If he hadn’t sent 5-year-old Snickers to a kennel just outside town, the leaders of Aurelia, Iowa could have taken the dog away and destroyed him. The town fathers had reportedly threatened this, and Jim Sak could not take the chance with this dog who is everything to him.
The dog’s crime? He is a pit-bull mix. It seems Aurelia – a town whose motto is “savor the sweet life” – banned the breed in 2008 after a pit bull bit a meter reader.
Sak wasn’t here then. He and his wife recently moved to her home town of 1,100 people so they could be closer to his ailing mother-in-law. But Sak learned that there are no exceptions. Sak even brought his plea to keep his dog before the Aurelia town council, but they turned him down.
“I was a policeman for 32 years. I understand there’s black and white, but there’s also a grey area where you have to use your head. They’re not using their heads…I can’t believe they didn’t even try to talk to us. They just said, ‘No. You’re not having him. He’s outlawed in this town,’ ” Sak said in an article in the Chicago Sun-Times.
Without the dog, Sak’s mother-in-law – the very person Sak moved here to help – has to help him out. Snickers has been of invaluable help to Sak since his stroke. “I have spasms on my right side where the leg gives out whenever I get upset or try to do too much,” he said. “When Snickers sees that my hand is moving, he sits down by me right away and waits for me to tell him what to do. Usually, he goes to get my wife so she can help me get back in the chair. Without him, I feel lost.”

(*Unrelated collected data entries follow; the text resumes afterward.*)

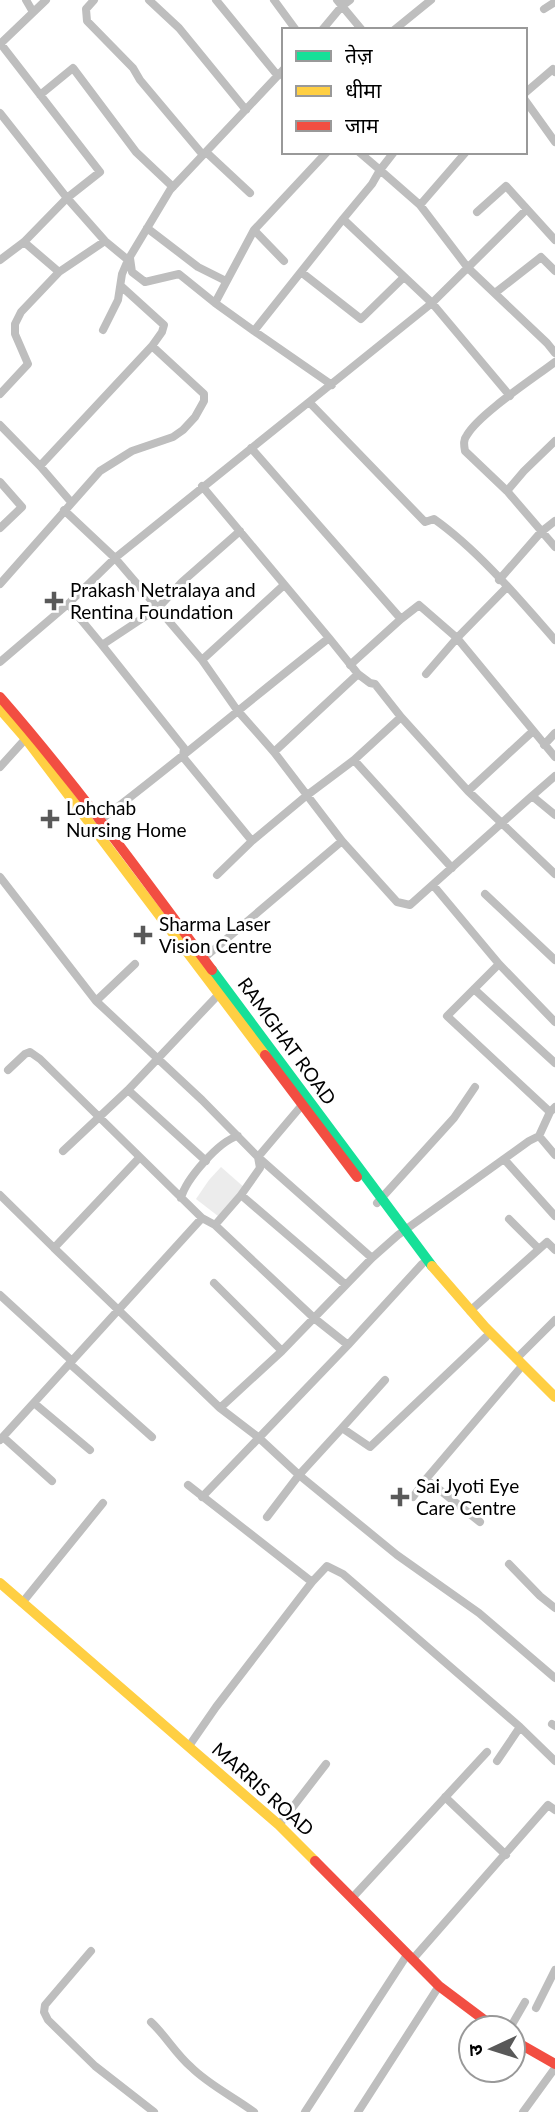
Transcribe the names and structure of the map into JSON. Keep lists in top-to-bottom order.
{
  "streets": {
    "main road": ["RAMGHAT ROAD", "MARRIS ROAD"]
  },
  "places": {
    "health": [
      "Prakash Netralaya and Rentina Foundation",
      "Lohchab Nursing Home",
      "Sharma Laser Vision Centre",
      "Sai Jyoti Eye Care Centre"
    ]
  },
  "legend": ["तेज़", "धीमा", "जाम"],
  "north": "left"
}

Peggy Sak, Jim Sak’s wife, said the demand to get rid of the dog was sudden, and that it has left them worried sick about the dog. “They called us to a city council meeting Dec. 14 and voted 3 to 2 to make no exceptions. I had to get him out of the house by the next day. That dog has never been away from us a night in his life. He’s the sweetest, most good-natured dog you’d ever want to meet,” Peggy Sak said.

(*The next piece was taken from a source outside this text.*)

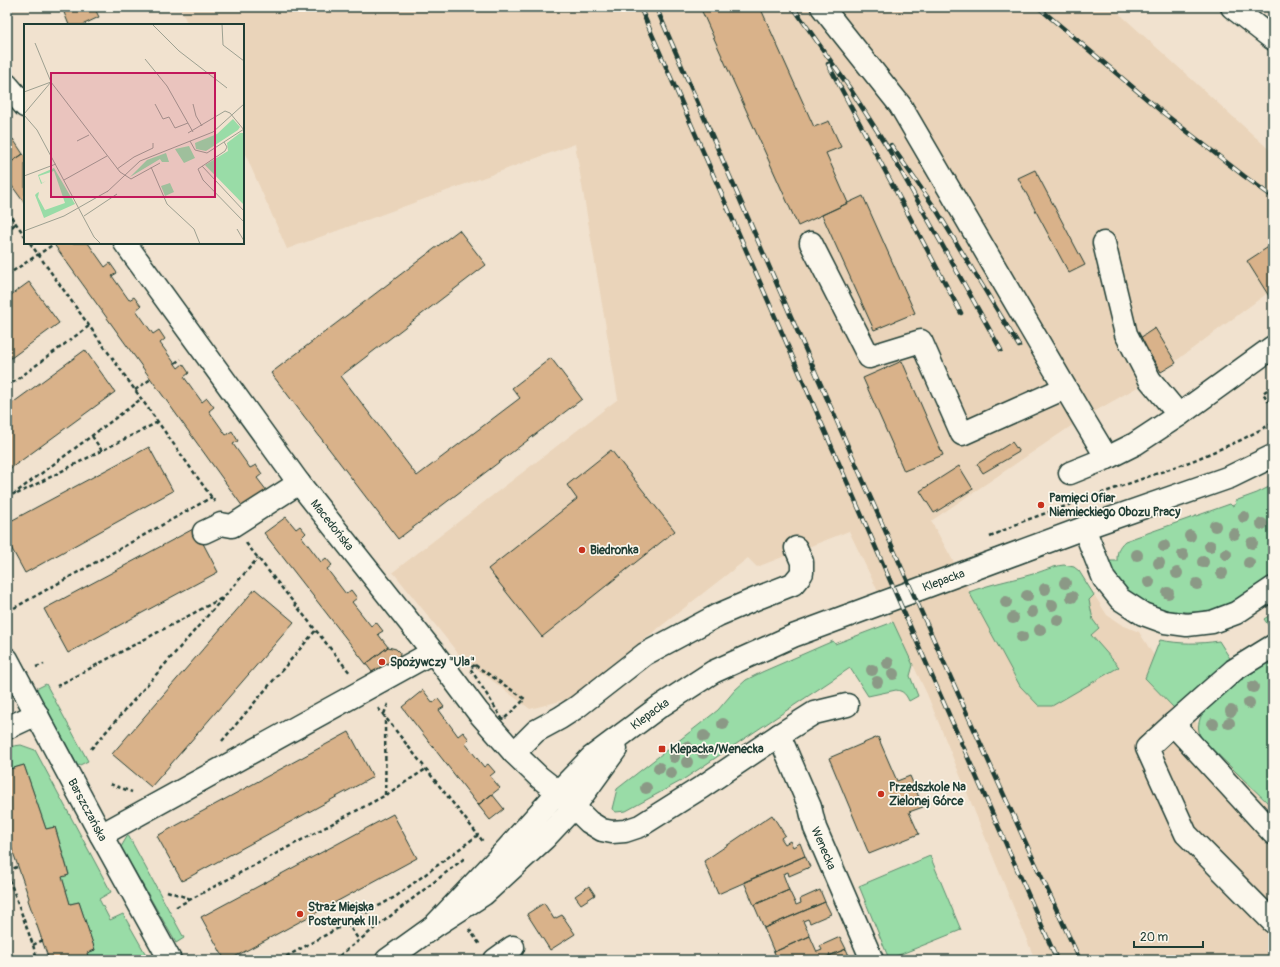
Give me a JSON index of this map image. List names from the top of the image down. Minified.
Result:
{"streets":{"street":["Macedońska","Klepacka","Barszczańska","Wenecka"]},"crossings":[["Macedońska","Klepacka"],["Macedońska","Wenecka"]],"places":{"other":["Pamięci Ofiar Niemieckiego Obozu Pracy","Biedronka","Spożywczy \"Ula\"","Przedszkole Na Zielonej Górce","Straż Miejska Posterunek III"],"transit":["Klepacka/Wenecka"]},"scale_bar":"20 m"}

“I left the meeting and threw up on the street outside the place. I can’t stop crying. Jim, being the Chicago cop, is stoic, but very depressed. It’s terrible. I’m afraid to leave him. My mother is now helping take care of Jim because the dog isn’t here to help him.”

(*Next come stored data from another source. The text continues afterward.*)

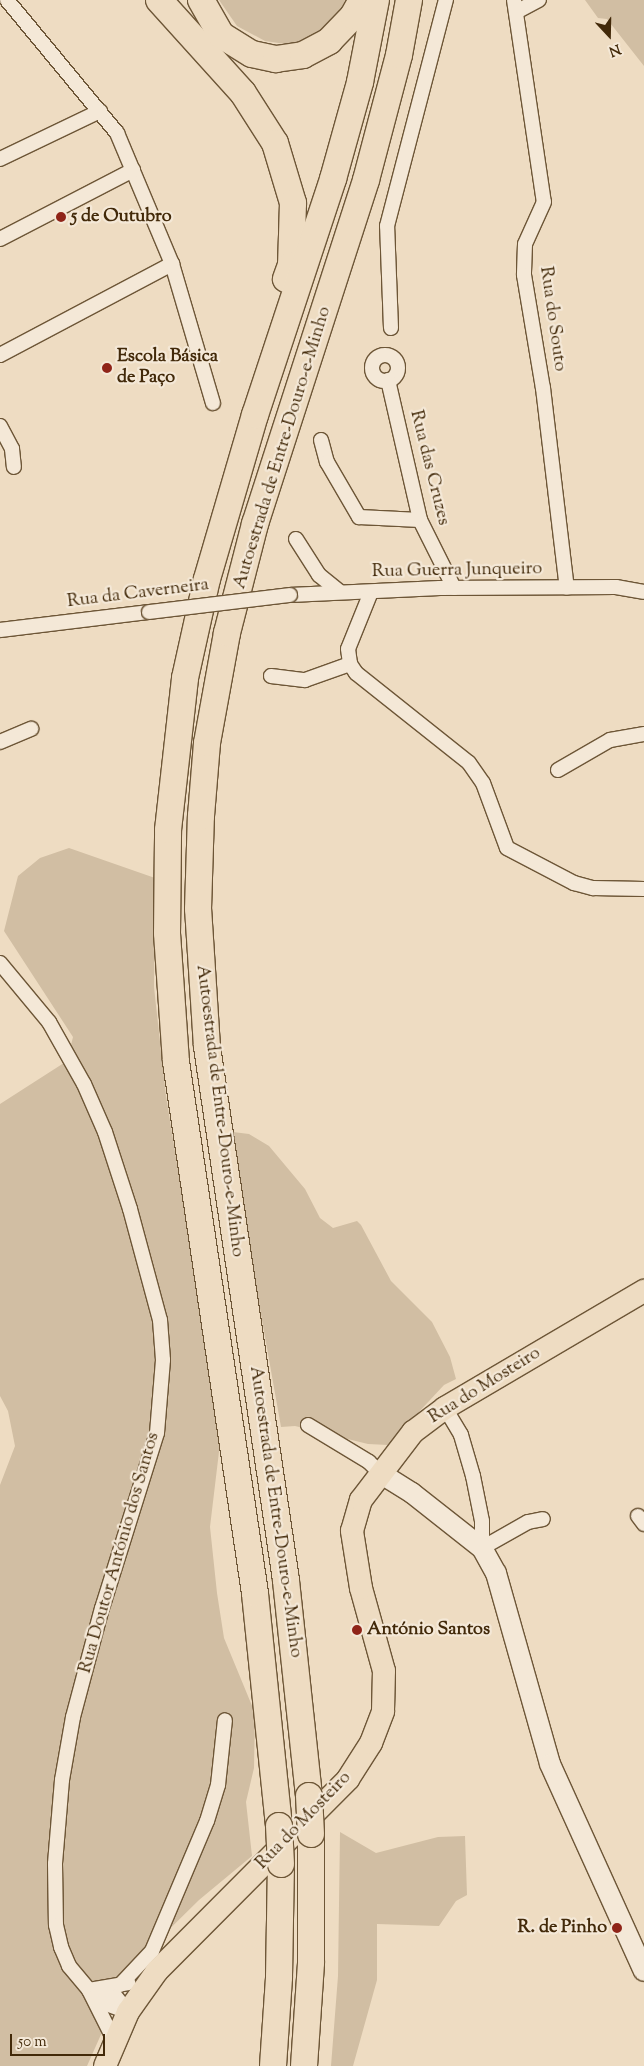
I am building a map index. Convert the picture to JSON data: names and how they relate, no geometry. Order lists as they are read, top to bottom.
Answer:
{
  "streets": {
    "highway": ["Autoestrada de Entre-Douro-e-Minho"],
    "main road": ["Rua do Mosteiro"],
    "street": [
      "Rua do Souto",
      "Rua das Cruzes",
      "Rua Guerra Junqueiro",
      "Rua da Caverneira",
      "Rua Doutor António dos Santos"
    ]
  },
  "crossings": [
    ["Rua do Souto", "Rua Guerra Junqueiro"],
    ["Rua das Cruzes", "Rua Guerra Junqueiro"],
    ["Rua Guerra Junqueiro", "Rua da Caverneira"],
    ["Rua do Mosteiro", "Rua Doutor António dos Santos"]
  ],
  "places": [
    "5 de Outubro",
    "Escola Básica de Paço",
    "António Santos",
    "R. de Pinho"
  ],
  "scale_bar": "50 m",
  "north": "bottom"
}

She said she is “appalled and embarrassed by the town I grew up in…They have made our lives a living hell since we got here.”
Wow. Is it just me, or if Snickers is a bonafide service dog, doesn’t this fly in the face of the Americans with Disabilities Act bigtime? The ADA says service dogs can be of any breed, from what I know.
The Animal Farm Foundation, whose goal is to secure equal treatment for bully breeds, has hired a lawyer to represent the Saks. The group is also paying for Snickers’ board at the kennel.
“It’s about the injustice of this man having his service dog taken away — this man who is a Vietnam War veteran and a retired Chicago Police officer who has always given back to the community,” said executive director Stacy Coleman.
“This town has taken away this man’s independence, his peace of mind, and his freedom to move about his house, go out in public and keep from having to go to a nursing home with 24-hour care. He’s physically in danger without his dog.”
Aurelia’s website says “Aurelia offers something for everyone!” Apparently everyone but war veterans and retired cops with strokes.
Dogsters, what do you think? Do you have to investigate a town’s rules these days before moving in with a bully breed or bully mix? What would you do if this happened to you? If anyone knows about the ADA in relation to service dog breeds, please give us the facts.